Maintaining Academic Register

Hard English Style & Word Choice

Question

Read the sentence below and choose the option that best replaces the underlined portion. If the original is correct as written, choose 'NO CHANGE.'

In her recent paper, the geneticist got down to the question of how mutations accumulate over generations.

Answer choices

  1. NO CHANGE
  2. tackled big-time
  3. really dug into
  4. addressed

D Correct answer: D) addressed

The context is a scientist writing a research paper. The formal verb "addressed" matches that register; casual phrases like "got down to" or "tackled big-time" do not.

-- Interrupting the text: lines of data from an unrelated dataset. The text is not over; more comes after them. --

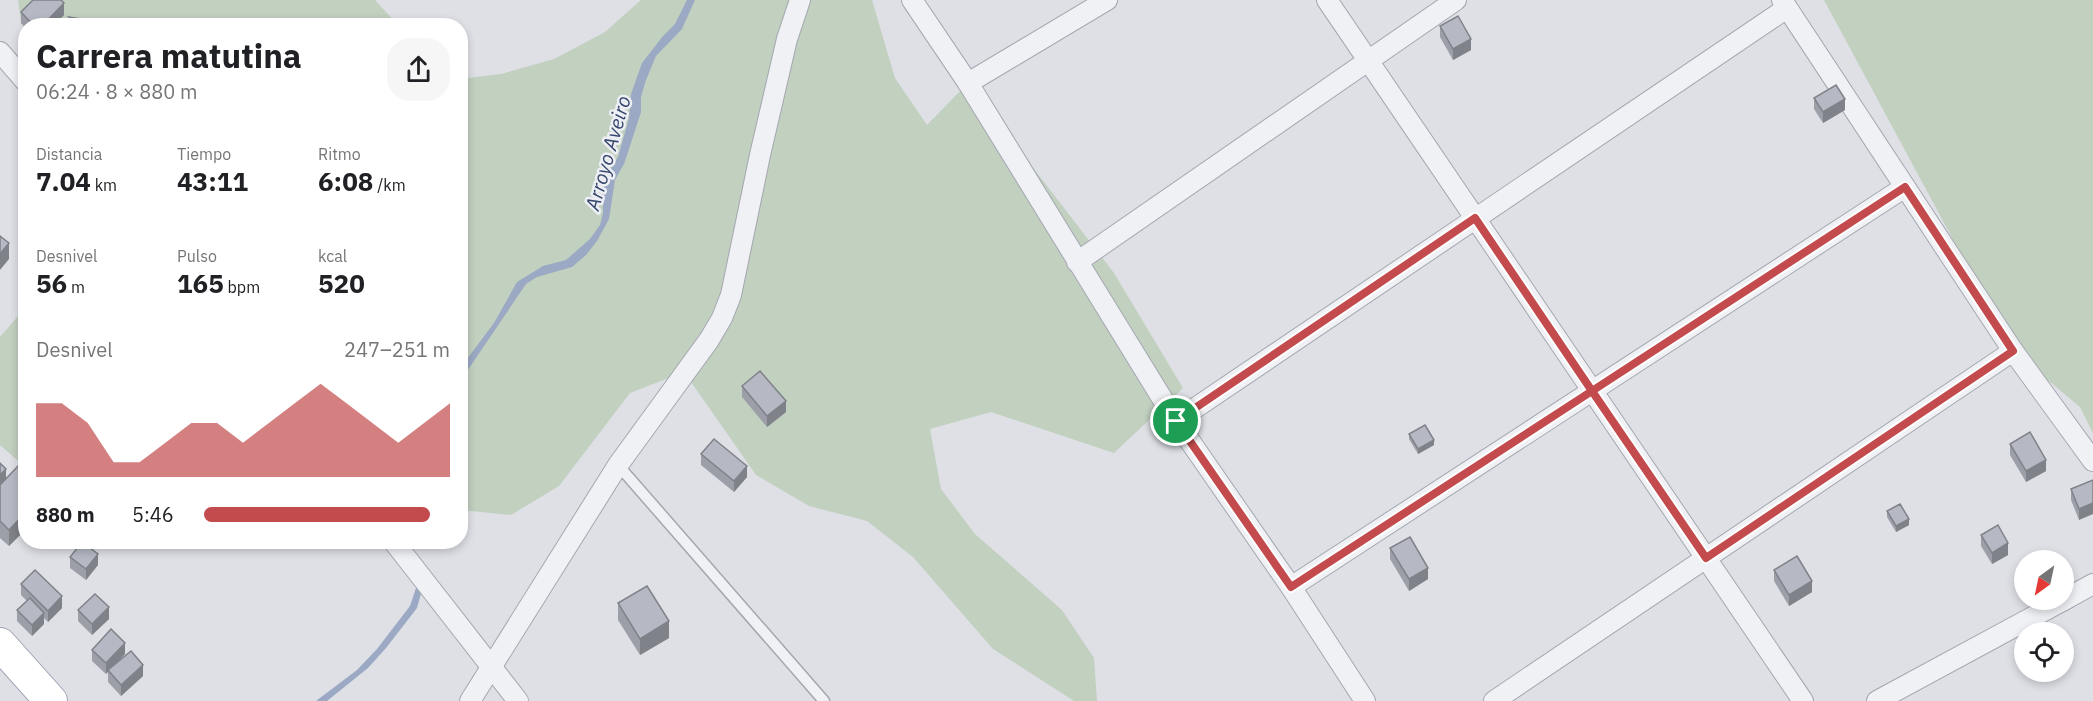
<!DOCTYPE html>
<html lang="es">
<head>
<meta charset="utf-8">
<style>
  body { margin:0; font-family:"IBM Plex Sans",sans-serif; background:#f6f6f6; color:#202124; height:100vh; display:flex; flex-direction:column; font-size:22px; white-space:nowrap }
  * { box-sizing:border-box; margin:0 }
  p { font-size:20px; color:#757577 }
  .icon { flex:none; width:33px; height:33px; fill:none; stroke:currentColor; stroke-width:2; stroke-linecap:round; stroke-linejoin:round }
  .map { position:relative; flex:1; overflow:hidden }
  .drawer { position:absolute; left:18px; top:18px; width:450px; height:531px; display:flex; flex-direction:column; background:#fff; border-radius:24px; box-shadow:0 3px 9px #0003 }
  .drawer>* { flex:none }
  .needle { width:39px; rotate:213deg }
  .fabs { position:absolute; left:2014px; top:550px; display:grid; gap:12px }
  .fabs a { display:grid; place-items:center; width:60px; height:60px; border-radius:50%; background:#fff; box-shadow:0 3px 9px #0003; font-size:30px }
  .pin { position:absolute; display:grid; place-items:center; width:51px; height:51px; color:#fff; margin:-26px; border:3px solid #fff; border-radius:50%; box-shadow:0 2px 6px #0007 }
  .round { display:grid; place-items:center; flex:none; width:63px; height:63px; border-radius:24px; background:#f6f6f6 }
  .head { display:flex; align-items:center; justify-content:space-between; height:102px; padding:0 18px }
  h1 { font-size:33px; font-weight:700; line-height:45px }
  .metrics { display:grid; grid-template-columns:repeat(3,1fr); gap:9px; height:102px; padding:6px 18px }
  .metrics div { display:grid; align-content:center }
  .metrics b { font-size:26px; font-weight:700 }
  .metrics small { font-size:16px; font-weight:400 }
  .metrics p { font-size:16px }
  .chart { height:168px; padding:12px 18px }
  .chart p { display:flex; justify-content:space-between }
  .chart svg { width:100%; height:108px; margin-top:6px; fill:#c34b4d; opacity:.7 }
  ul { padding:0 18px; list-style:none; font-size:20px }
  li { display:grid; grid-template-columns:96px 72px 1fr; align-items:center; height:45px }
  li i { height:15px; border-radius:8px; background:#c34b4d }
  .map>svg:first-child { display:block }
  .green { fill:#c2d0c0 }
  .water { fill:#9ba9c4 }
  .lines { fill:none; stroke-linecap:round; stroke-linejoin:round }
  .service-casing { stroke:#a4a7b0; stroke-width:13 }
  .minor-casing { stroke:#a4a7b0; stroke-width:22 }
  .primary-casing { stroke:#9ea3b1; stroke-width:34 }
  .service { stroke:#f0f1f5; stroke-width:10 }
  .minor { stroke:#f0f1f5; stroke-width:20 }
  .primary { stroke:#fff; stroke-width:32 }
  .wall { fill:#9d9fa8 }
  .shaded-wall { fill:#7f8288 }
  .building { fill:#b6b9c3; stroke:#7f8288; stroke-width:1.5 }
  .route-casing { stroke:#fff; stroke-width:12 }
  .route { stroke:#c34b4d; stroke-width:8 }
  .labels { text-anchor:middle; stroke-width:5; stroke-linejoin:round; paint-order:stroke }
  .water-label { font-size:20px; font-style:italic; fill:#36476d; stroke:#edeff4 }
</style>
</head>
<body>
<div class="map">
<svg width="2093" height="701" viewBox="0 0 2093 701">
  <rect width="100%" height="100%" fill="#dee0e6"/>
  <g class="green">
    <polygon points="18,0 375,0 398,25 26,26 25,28 21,23"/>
    <polygon points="641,0 872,0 895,78 927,125 968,83 1114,273 1183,388 1114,453 991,412 930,429 941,489 975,534 1062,610 1094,658 1097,701 1074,701 993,649 913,557 867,521 809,506 756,475 684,372 630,393 559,486 511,515 461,510 460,79 501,74 554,59 605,32"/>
    <polygon points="1824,0 2093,0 2093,433 2080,407 2013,351"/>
    <polygon points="25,308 25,467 0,445 0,337"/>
  </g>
  <g class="water">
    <polygon points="687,0 695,0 682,29 656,56 646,80 641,97 641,112 628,152 624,164 615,180 609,219 597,241 586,255 572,267 537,277 526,284 461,380 461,367 494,323 517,282 543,266 566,260 590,239 600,225 603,213 603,191 608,173 618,157 629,118 631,94 642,63 663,36 675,24"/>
    <polygon points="417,585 422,590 417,608 386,648 368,668 327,701 316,701 357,670 377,649 410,606"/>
  </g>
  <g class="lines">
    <g class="service-casing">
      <polyline id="service" points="618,465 824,701"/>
    </g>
    <g class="minor-casing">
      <g id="minor">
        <polyline points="912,0 968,83 1176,421 1291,587 1365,701"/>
        <polyline points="1327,0 1803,701"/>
        <polyline points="1782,0 2013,351 2093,461"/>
        <polyline points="0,52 26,82"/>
        <polyline points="968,83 1107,0"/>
        <polyline points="1077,262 1456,0"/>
        <polyline points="1176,421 1787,8"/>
        <polyline points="394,542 518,701"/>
        <polyline points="1291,587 1905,187"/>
        <polyline points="2064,600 2093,584"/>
        <polyline points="470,701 618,465 709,340 722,318 731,295 760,155 787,39 800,0"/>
        <polyline points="1494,701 2013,351"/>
        <polyline points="1877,701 2064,600"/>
      </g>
    </g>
    <g class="primary-casing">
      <polyline id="primary" points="0,644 51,701"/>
    </g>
    <use href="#service" class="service"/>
    <use href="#minor" class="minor"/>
    <use href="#primary" class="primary"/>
  </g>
  <g class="wall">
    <polygon points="21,12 64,15 53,26 26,26 26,28 21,23"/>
    <polygon points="69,17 93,26 73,26 69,22"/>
    <polygon points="1440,26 1471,50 1453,60 1440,37"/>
    <polygon points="1814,98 1845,110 1823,123 1814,109"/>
    <polygon points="742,386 786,412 767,427 742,397"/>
    <polygon points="1409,434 1434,445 1418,454 1409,439"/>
    <polygon points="2010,444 2046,471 2026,482 2010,455"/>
    <polygon points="701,454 747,477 734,492 701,465"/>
    <polygon points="0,463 6,478 26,473 26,529 9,546 0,538"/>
    <polygon points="2093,480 2079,520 2071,500 2071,489"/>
    <polygon points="1887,511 1909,525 1896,532 1887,517"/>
    <polygon points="1981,535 2008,555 1992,564 1981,546"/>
    <polygon points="1390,548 1428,579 1409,591 1390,559"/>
    <polygon points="70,557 98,565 86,580 70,568"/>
    <polygon points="1774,570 1812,592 1789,606 1774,581"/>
    <polygon points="21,584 62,608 48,622 44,618 44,624 32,636 17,621 17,610 27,601 21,595"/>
    <polygon points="618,603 669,638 640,655 618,620"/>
    <polygon points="78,610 109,619 92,635 78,621"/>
    <polygon points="92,650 125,654 115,664 143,676 121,696 108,682 108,672 106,674 92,661"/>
  </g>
  <g class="shaded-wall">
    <polygon points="64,3 64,15 53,26 42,26"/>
    <polygon points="1471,39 1471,50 1453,60 1453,49"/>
    <polygon points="1845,99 1845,110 1823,123 1823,112"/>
    <polygon points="9,243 9,259 0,270 0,254"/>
    <polygon points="786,401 786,412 767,427 767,416"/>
    <polygon points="1434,440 1434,445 1418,454 1418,449"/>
    <polygon points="2046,460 2046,471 2026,482 2026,471"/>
    <polygon points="747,466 747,477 734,492 734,481"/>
    <polygon points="6,469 6,480 0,486 0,475"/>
    <polygon points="2093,503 2093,514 2079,520 2079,509"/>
    <polygon points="26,512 26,529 9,546 9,530"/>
    <polygon points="1909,519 1909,525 1896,532 1896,526"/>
    <polygon points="2008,543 2008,555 1992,564 1992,553"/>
    <polygon points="98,554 98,565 86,580 86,569"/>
    <polygon points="1428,568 1428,579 1409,591 1409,579"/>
    <polygon points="1812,581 1812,592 1789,606 1789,595"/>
    <polygon points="62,596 62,608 48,622 48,611"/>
    <polygon points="109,607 109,619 92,635 92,624"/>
    <polygon points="44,613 44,624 32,636 32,625"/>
    <polygon points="669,621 669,638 640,655 640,639"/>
    <polygon points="125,643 125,654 106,674 106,663"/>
    <polygon points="143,665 143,676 121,696 121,685"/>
  </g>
  <g class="building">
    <polygon points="33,0 61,0 64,3 42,26 34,26 21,12"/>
    <polygon points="1458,16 1471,39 1453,49 1440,26"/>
    <polygon points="69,17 93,21 89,26 78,26"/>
    <polygon points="1836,85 1845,99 1823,112 1814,98"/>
    <polygon points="0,236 9,243 0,254"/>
    <polygon points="760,371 786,401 767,416 742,386"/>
    <polygon points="1425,425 1434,440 1418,449 1409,434"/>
    <polygon points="2030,432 2046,460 2026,471 2010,444"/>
    <polygon points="714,439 747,466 734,481 701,454"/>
    <polygon points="0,463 6,469 0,475"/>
    <polygon points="18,466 26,473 26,512 9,530 0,521 0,485"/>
    <polygon points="2093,480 2093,503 2079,509 2071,489"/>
    <polygon points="1900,504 1909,519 1896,526 1887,511"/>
    <polygon points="1998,525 2008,543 1992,553 1981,535"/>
    <polygon points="1410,537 1428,568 1409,579 1390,548"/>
    <polygon points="82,542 98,554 86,569 70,557"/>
    <polygon points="1797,556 1812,581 1789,595 1774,570"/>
    <polygon points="35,570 62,596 48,611 21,584"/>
    <polygon points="647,586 669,621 640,639 618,603"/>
    <polygon points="95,594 109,607 92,624 78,610"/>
    <polygon points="30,598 44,613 32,625 17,610"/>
    <polygon points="111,629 125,643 106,663 92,650"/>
    <polygon points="131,651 143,665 121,685 108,670"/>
  </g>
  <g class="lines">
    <g class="route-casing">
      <polyline id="route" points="1176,421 1291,587 1592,391 1706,558 2013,351 1905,187 1592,391 1475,218 1176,421"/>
    </g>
    <use href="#route" class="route"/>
  </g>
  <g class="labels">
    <g class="water-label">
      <text transform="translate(608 153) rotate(-74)" y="7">Arroyo Aveiro</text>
    </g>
  </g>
</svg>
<div class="fabs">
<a><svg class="needle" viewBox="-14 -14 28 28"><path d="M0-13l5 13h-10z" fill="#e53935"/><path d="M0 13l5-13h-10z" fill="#757577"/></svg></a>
<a><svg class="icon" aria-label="locate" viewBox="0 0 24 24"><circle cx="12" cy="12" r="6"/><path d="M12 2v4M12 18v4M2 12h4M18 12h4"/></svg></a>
</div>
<div class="pin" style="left:1176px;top:421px;background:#1e9e55"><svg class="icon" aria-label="arrive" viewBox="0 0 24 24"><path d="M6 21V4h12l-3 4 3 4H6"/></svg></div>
<section class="drawer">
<div class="head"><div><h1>Carrera matutina</h1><p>06:24 · 8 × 880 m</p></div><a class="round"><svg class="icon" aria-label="share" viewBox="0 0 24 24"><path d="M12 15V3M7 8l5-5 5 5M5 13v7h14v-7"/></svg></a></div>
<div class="metrics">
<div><p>Distancia</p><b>7.04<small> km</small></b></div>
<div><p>Tiempo</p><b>43:11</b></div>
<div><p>Ritmo</p><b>6:08<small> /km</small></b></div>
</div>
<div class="metrics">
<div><p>Desnivel</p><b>56<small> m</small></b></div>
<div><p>Pulso</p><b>165<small> bpm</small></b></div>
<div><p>kcal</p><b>520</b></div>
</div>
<div class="chart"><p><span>Desnivel</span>247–251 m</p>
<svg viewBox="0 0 160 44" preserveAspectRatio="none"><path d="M0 44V14L10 14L20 22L30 38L40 38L50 30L60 22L70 22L80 30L90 22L100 14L110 6L120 14L130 22L140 30L150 22L160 14V44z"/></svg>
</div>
<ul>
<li><b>880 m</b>5:46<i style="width:92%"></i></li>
</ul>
</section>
</div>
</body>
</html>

The other options either introduce a grammatical error or change the intended meaning. The ACT consistently rewards the most concise, grammatically correct option.

Read the sentence with each option substituted in. The version that preserves meaning while obeying the underlying rule is the correct answer; on the ACT, that is almost always the shortest option that still works.

The underlying rule

Academic and scientific writing uses formal verbs ("addressed," "examined," "investigated") rather than colloquial phrases ("got down to," "tackled big-time," "really dug into").

Why each wrong answer is wrong

  • A) NO CHANGE: This phrase uses casual or colloquial language inappropriate for the academic context of a scientific paper.
  • B) tackled big-time: This phrase uses casual or colloquial language inappropriate for the academic context of a scientific paper.
  • C) really dug into: This phrase uses casual or colloquial language inappropriate for the academic context of a scientific paper.

Study tip

Whenever the ACT puts you in an academic, scientific, or professional context, scan answer choices for slang or casual phrasing — those are usually the wrong answers, regardless of whether they are grammatical.